The Worst Form of Evil, Chinese vs. Western Propaganda and the Intersection of Media and Technology

There are some people in this world that I come across when I am researching some or other topic and I just think: how do you sleep at night, knowing what you have done? I don’t think these things about criminals; they tend to have environmental reasons for their crimes. I think about this in terms of lobbyists. In particular, lobbyists for the aged care sector.

Victoria has been going through a second wave of coronavirus recently, and it seems to be affecting aged care homes in particular. With some hints from some press conferences and tweets that the aged care sector was notorious, I decided to look into it. Some of the characters I found have spent large portions of their careers lobbying the government to loosen regulations on private aged care providers. Some of spent years arguing in courts that their facility shouldn’t have to abide by something as simple as providing air-conditioning to their residents.

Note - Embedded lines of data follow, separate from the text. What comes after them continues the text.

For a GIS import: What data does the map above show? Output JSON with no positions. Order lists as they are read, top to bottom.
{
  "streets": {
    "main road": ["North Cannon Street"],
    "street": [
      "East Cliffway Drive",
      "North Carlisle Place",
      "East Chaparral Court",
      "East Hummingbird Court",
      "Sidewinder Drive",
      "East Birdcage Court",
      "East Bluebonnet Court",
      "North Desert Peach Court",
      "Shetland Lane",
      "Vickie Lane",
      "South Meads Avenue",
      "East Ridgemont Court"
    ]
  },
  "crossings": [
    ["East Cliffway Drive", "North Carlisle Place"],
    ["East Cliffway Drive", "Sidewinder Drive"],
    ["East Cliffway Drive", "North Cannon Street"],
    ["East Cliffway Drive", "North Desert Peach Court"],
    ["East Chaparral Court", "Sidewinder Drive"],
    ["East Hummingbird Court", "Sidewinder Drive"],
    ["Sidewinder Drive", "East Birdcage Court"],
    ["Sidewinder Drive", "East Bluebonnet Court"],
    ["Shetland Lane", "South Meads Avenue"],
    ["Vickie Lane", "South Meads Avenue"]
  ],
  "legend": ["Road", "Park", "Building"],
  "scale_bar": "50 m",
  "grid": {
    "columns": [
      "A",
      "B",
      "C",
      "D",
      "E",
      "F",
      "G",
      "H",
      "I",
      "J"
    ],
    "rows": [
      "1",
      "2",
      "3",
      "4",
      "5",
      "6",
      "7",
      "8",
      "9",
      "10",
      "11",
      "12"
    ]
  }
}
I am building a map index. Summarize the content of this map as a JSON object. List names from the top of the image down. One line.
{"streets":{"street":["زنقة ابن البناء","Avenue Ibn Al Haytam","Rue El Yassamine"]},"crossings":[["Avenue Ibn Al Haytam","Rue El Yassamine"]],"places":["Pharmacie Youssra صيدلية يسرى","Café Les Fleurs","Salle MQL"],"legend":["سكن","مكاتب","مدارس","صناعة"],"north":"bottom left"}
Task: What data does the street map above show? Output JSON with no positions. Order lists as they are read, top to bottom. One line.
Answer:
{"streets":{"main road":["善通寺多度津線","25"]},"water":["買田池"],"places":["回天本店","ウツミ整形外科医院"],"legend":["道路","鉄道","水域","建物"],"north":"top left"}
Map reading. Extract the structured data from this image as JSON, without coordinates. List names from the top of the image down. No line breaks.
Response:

This isn’t an exciting type of evil. It is the most mundane, most impersonalised, most insidious type of evil. These lobbyists have likely never been in one of these struggling aged care homes. They likely have little to no contact with the nurses that have to carry out their new “flexible work” policies by being called in to work at hours’ notice and having no choice but to accept if they want to pay their bills.

When we think of the evillest people in society, it is easy to imagine that they are shadowy figures plotting in dark rooms. In reality, they are completely out in the open. They walk the city streets. They have conversations whose consequences no one can fathom. They have meetings filled with buzzwords and jargon to make them feel better about the reality of their work. They front up to the media whose questions were staged, and they rattle off their public relations spiels.

Perhaps it is not these people who are truly evil but the system in which they operate. But this robs them of their agency and their consciousness to make a decision.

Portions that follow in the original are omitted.